BEGIN The input

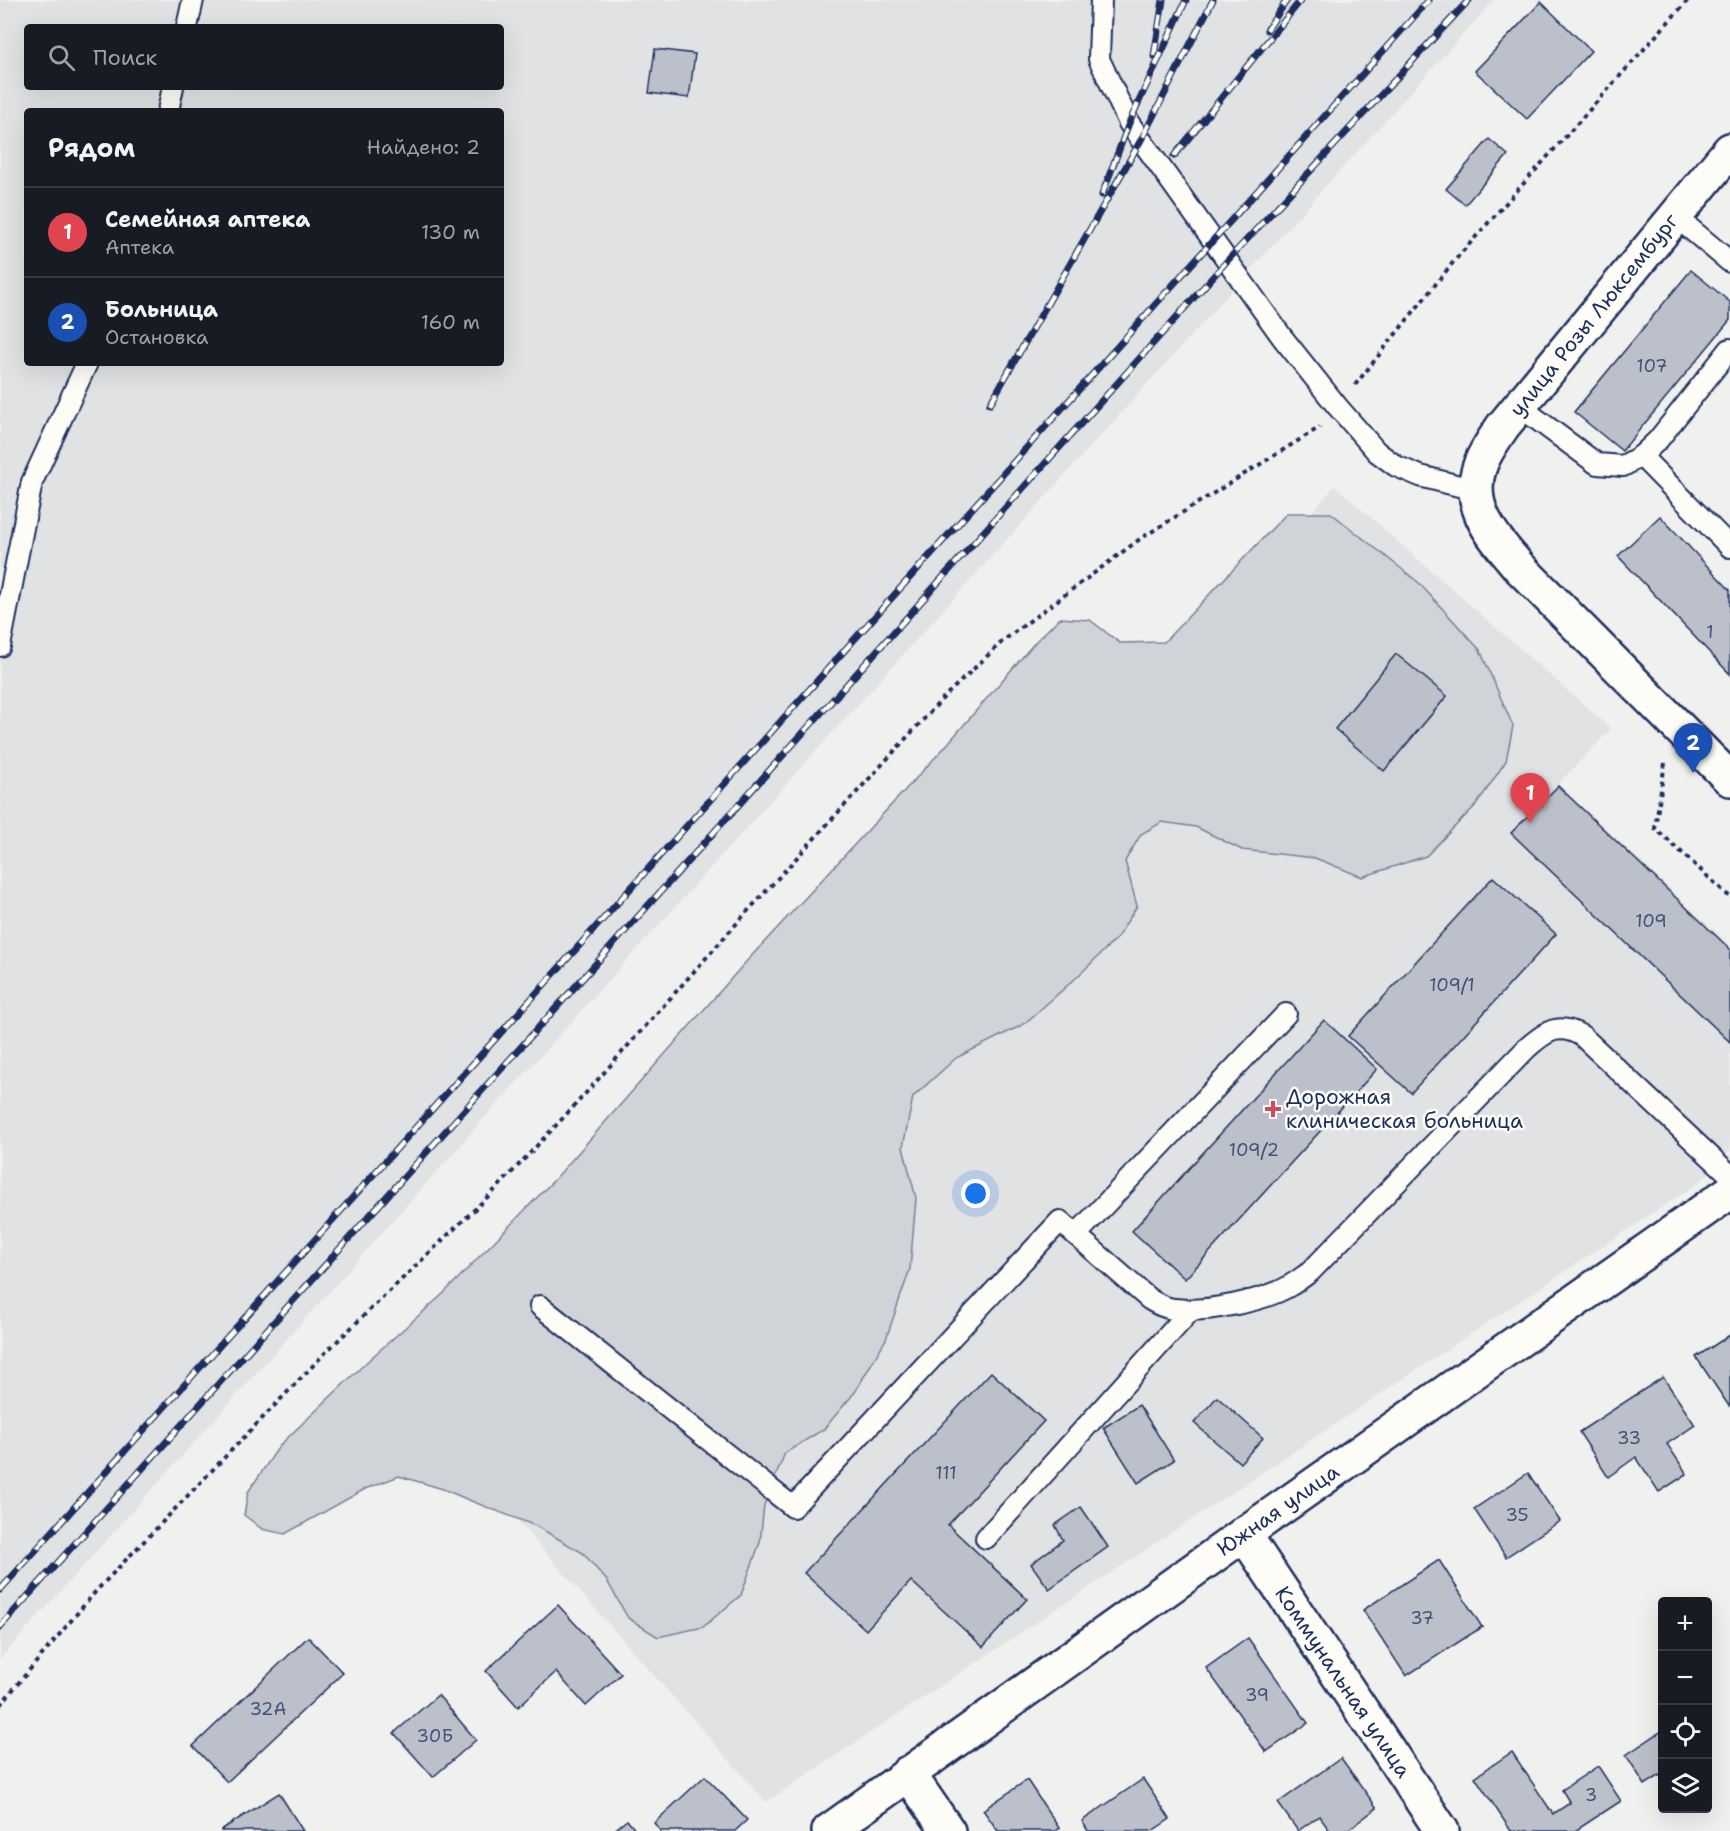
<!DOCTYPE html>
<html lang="ru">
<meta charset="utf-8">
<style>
:root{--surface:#171b24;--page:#20242c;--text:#f1f3f6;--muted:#9ea1a6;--line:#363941;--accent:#d1495b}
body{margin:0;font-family:"Shantell Sans",sans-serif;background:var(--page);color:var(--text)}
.controls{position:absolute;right:18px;bottom:18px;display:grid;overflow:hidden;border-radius:6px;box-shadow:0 6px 24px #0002}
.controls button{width:54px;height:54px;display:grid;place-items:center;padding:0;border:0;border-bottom:2px solid var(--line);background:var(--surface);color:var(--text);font:30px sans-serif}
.you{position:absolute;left:976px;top:1194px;width:21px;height:21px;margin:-15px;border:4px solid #fff;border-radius:50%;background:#1a73e8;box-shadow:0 0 0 9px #1a73e833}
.badge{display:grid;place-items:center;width:39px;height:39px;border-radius:50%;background:var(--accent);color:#fff;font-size:20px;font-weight:700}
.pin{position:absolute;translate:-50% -50px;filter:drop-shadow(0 2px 3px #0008)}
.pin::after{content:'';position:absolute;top:32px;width:21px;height:18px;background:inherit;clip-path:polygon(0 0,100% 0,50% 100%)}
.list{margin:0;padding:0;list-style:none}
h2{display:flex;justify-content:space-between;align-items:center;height:78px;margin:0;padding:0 24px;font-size:26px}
h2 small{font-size:20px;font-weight:400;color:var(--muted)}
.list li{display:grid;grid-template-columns:39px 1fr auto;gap:18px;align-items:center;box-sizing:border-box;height:90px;padding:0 24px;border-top:2px solid var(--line)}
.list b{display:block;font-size:22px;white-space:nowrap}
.list p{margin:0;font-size:20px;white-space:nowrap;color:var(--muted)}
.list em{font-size:20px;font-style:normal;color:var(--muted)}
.icon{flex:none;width:33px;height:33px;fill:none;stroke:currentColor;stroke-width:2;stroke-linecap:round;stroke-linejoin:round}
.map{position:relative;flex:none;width:1730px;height:1831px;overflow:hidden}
.search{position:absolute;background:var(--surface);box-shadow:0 6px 24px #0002;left:24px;top:24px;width:480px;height:66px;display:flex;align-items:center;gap:15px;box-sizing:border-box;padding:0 21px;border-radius:6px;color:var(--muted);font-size:22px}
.panel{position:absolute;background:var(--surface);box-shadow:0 6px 24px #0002;left:24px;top:108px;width:480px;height:258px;border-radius:6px}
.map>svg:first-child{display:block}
.built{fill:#e0e2e3;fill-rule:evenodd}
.green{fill:#d0d3d8;stroke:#76819b;stroke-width:1.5}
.building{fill:#bbc0ca;stroke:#1b2f5e;stroke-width:1.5}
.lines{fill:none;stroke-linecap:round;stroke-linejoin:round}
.service-casing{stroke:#1b2f5e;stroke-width:24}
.minor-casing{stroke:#1b2f5e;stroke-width:38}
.tertiary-casing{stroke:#1b2f5e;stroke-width:38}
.path{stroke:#1b2f5e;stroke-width:4;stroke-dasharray:4.5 4.5;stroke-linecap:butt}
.service{stroke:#fdfcf7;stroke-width:20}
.minor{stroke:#fdfcf7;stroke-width:33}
.tertiary{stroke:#fdfcf7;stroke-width:33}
.rail-casing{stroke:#1b2f5e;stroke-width:7}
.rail{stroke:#fdfcf7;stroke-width:4.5;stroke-dasharray:14;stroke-linecap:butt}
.poi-dot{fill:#d1495b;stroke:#fdfcf7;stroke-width:2}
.labels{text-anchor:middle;stroke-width:5;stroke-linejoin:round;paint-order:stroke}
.number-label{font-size:18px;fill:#435379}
.street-label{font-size:21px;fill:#1b2f5e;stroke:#fdfcf7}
.poi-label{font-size:21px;fill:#1b2f5e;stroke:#fdfcf7;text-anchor:start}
</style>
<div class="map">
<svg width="1730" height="1831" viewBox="0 0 1730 1831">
<rect width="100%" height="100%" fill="#f0f0ee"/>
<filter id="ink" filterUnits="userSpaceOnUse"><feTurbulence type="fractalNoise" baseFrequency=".0167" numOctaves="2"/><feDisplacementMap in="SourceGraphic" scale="12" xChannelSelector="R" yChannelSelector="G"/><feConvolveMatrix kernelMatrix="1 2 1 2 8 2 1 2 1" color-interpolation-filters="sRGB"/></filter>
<g filter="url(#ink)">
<g class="built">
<path d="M0,0H1494L508,1092L0,1659ZM27,27H501V87H27ZM27,111H501V363H27Z"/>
<polygon points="1335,486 1611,729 1558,784 1730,946 1730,1151 1701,1181 766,1802 477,1475 856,1026"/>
</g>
<polygon class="green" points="1287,513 1331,513 1418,582 1480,650 1513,726 1506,761 1477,804 1426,856 1362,877 1315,858 1242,850 1196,827 1162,822 1141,834 1125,861 1137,906 1117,938 1077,977 1024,1024 956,1058 913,1097 903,1147 916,1198 910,1269 886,1339 855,1392 824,1429 785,1453 764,1505 760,1542 741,1595 703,1627 658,1637 628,1618 607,1581 583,1553 536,1526 471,1501 443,1489 399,1476 365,1489 285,1534 262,1529 244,1515 248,1492 280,1445 372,1357 443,1294 556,1178 744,964 944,748 1037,640 1060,618 1090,620 1120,643 1164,642"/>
<g class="building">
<polygon points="1541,2 1591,51 1527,119 1475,71"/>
<polygon points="655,49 695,54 689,98 649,93"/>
<polygon points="1489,139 1508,155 1465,205 1446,189"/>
<polygon points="1691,270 1730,302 1730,320 1622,451 1574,412"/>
<polygon points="1660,516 1730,590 1730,674 1618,556"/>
<polygon points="1396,654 1447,696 1384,771 1335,729"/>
<polygon points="1558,786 1730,949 1730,1042 1511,833"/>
<polygon points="1493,877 1556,934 1411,1093 1348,1036"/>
<polygon points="1324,1020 1377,1069 1185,1279 1132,1231"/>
<polygon points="1730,1335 1730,1405 1729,1406 1696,1357"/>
<polygon points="991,1372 1044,1421 948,1525 1027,1599 983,1647 911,1581 866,1630 804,1573"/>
<polygon points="1663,1377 1695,1425 1667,1444 1687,1474 1659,1492 1636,1457 1608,1477 1579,1432"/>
<polygon points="1217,1397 1263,1438 1240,1463 1194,1423"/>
<polygon points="1139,1405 1174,1460 1138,1483 1103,1428"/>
<polygon points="1528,1473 1560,1521 1506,1557 1474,1509"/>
<polygon points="1081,1507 1108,1547 1049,1589 1031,1564 1063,1540 1055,1525"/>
<polygon points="1439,1560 1482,1627 1406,1676 1363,1610"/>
<polygon points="558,1605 621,1674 586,1706 556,1672 518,1707 486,1671"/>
<polygon points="308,1637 343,1673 227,1782 193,1746"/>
<polygon points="1248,1638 1308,1723 1266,1752 1206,1668"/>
<polygon points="438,1695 476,1740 433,1777 394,1733"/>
<polygon points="1662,1731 1662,1774 1645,1785 1626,1755"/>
<polygon points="1512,1752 1553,1814 1570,1803 1562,1790 1598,1766 1621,1801 1575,1831 1511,1831 1475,1777"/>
<polygon points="1341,1758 1377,1808 1346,1831 1330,1831 1319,1816 1298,1831 1278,1803"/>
<polygon points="705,1776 747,1820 735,1831 661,1831 654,1823"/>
<polygon points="1143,1779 1170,1819 1152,1831 1088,1831 1082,1821"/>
<polygon points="1027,1780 1059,1828 1055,1831 998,1831 983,1810"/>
<polygon points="279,1793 303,1831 221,1831 221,1830"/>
<polygon points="627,1820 636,1831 613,1831"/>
</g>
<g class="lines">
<g class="service-casing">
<g id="service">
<polyline points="1101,0 1099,59 1129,123 1282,337 1337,406 1377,452 1396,466 1420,476 1475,490"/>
<polyline points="187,27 193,0"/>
<polyline points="168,111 173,87"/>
<polyline points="1675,216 1730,262"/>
<polyline points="1519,406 1597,464 1623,466 1641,456 1658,440 1730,349"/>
<polyline points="1641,456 1730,547"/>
<polyline points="0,646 32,482 87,363"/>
<polyline points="1076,1235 1286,1014"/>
<path d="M540,1306L793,1507L1060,1221L1149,1299C1157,1304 1164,1308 1174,1309C1204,1313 1266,1301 1291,1285C1298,1281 1304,1276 1310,1272L1527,1048C1546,1031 1559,1022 1582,1036L1730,1175"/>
<polyline points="986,1538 1191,1310"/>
</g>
</g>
<g class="minor-casing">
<g id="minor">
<polyline points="1244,1534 1442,1831"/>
<polyline points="908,1773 948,1831"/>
<polyline points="829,1831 1244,1534 1730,1192"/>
</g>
</g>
<g class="tertiary-casing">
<path id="tertiary" d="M1730,150L1503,426C1495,438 1486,450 1481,463C1464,506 1493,536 1519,567L1730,779"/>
</g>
<g class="path">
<polyline points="1355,385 1455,260 1688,0"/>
<polyline points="1665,763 1655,828 1730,897"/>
<polyline points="0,1705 96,1591 328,1350 500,1185 577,1103 746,913 944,697 1004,640 1140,539 1320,427"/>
</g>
<use href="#service" class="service"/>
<use href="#minor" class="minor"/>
<use href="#tertiary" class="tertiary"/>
<g class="rail-casing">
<g id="rail">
<polyline points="1267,30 1287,0"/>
<polyline points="1154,56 1163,0"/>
<polyline points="1174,156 1301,0"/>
<polyline points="1102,195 1129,123 1186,0"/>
<polyline points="990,404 1141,140 1213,0"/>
<polyline points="0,1590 1429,0"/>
<polyline points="0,1627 1227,261 1469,0"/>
</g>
</g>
<use href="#rail" class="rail"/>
</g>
</g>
<path class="poi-dot" d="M1270 1100h6v6h6v6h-6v6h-6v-6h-6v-6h6z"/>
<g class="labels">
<g class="number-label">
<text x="1652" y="372">107</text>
<text x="1710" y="638">1</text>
<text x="1651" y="927">109</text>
<text x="1452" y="991">109/1</text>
<text x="1254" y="1156">109/2</text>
<text x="1629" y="1444">33</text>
<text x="946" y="1479">111</text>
<text x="1517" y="1521">35</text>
<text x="1422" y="1624">37</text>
<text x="1257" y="1701">39</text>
<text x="268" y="1715">32А</text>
<text x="435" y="1742">30Б</text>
<text x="1591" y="1801">3</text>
</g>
<g class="street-label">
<text transform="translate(1594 315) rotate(-51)" y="7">улица Розы Люксембург</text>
<text transform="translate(1278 1510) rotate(-35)" y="7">Южная улица</text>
<text transform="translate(1343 1682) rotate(56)" y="7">Коммунальная улица</text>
</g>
<g class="poi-label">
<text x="1286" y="1104">Дорожная<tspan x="1286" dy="24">клиническая больница</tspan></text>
</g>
</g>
</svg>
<div class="controls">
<button>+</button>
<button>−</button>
<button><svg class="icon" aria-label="locate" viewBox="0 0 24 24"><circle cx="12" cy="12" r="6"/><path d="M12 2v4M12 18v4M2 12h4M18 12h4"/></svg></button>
<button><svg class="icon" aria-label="layers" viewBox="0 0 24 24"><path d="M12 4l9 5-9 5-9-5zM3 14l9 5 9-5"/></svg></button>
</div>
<div class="you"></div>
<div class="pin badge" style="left:1530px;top:823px;background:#e0444e">1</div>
<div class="pin badge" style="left:1693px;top:773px;background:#1a4fb4">2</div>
<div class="search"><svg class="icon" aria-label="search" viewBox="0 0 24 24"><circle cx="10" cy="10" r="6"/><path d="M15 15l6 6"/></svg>Поиск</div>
<section class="panel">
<h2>Рядом<small>Найдено: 2</small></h2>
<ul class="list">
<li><span class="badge" style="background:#e0444e">1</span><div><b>Семейная аптека</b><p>Аптека</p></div><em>130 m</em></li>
<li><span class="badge" style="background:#1a4fb4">2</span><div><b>Больница</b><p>Остановка</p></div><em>160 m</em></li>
</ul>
</section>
</div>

END The input

◆ Goal of the exercise: Scan the data for the string "bottom" and copy each line in which it occurs.

◆ Task solution:
.controls{position:absolute;right:18px;bottom:18px;display:grid;overflow:hidden;border-radius:6px;box-shadow:0 6px 24px #0002}
.controls button{width:54px;height:54px;display:grid;place-items:center;padding:0;border:0;border-bottom:2px solid var(--line);background:var(--surface);color:var(--text);font:30px sans-serif}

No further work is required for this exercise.